_DIRECTIONS FOR THIS TASK_
Each line holding the string "GOUVEIA" is to be copied from the data.

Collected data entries
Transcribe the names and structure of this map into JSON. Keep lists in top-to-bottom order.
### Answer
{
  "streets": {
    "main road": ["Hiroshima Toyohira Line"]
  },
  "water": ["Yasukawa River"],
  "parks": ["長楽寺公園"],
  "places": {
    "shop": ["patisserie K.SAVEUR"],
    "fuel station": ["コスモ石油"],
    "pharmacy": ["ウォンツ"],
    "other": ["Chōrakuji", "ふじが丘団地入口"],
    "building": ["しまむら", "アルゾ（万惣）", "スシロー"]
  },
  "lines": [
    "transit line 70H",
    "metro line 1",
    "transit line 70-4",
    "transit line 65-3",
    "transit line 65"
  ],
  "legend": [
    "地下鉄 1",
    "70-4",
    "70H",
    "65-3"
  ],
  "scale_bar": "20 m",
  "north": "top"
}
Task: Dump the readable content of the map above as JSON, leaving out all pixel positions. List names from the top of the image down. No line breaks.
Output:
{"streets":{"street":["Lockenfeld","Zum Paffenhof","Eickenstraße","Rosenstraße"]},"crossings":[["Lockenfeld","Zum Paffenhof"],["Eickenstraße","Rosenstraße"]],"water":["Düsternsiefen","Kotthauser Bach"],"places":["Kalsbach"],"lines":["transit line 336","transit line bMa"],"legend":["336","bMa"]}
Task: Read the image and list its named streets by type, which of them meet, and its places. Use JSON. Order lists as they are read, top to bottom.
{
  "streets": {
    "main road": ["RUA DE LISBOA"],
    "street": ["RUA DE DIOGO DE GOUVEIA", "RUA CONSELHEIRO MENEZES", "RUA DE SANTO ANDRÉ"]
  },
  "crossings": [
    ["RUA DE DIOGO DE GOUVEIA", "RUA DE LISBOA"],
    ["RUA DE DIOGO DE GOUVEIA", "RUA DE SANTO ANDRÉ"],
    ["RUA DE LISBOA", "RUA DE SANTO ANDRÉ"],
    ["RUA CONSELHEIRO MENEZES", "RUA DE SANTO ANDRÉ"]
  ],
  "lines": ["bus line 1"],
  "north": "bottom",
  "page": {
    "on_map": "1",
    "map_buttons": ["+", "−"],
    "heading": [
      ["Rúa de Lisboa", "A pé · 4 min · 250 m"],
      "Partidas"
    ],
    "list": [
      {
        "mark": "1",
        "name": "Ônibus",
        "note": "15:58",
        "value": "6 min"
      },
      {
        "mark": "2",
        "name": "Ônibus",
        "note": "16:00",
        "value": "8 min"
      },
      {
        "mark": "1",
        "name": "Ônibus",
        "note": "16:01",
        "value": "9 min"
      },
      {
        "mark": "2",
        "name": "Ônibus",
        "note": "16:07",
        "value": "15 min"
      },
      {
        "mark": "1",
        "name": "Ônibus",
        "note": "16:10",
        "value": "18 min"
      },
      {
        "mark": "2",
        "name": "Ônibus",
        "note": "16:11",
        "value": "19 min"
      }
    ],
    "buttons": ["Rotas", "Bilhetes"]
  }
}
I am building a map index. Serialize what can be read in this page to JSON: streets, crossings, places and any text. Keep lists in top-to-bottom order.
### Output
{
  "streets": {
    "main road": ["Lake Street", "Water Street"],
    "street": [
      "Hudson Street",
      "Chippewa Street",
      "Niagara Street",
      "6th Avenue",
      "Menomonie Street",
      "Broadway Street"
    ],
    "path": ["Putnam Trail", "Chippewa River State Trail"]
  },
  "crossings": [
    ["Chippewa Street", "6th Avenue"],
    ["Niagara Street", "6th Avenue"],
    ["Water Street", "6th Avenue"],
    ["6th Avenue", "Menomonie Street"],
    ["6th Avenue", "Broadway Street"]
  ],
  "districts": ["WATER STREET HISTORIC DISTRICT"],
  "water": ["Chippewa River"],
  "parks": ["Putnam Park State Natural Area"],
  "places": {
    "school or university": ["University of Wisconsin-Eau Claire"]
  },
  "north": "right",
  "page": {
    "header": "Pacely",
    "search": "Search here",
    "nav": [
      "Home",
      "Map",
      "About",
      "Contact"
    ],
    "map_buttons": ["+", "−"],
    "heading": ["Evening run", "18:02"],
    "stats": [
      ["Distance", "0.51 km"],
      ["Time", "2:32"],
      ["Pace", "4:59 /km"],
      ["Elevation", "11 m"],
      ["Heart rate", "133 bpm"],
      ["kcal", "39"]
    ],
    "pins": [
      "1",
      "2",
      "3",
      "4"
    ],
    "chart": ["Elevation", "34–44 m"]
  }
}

_THE ANSWER_
    "street": ["RUA DE DIOGO DE GOUVEIA", "RUA CONSELHEIRO MENEZES", "RUA DE SANTO ANDRÉ"]
    ["RUA DE DIOGO DE GOUVEIA", "RUA DE LISBOA"],
    ["RUA DE DIOGO DE GOUVEIA", "RUA DE SANTO ANDRÉ"],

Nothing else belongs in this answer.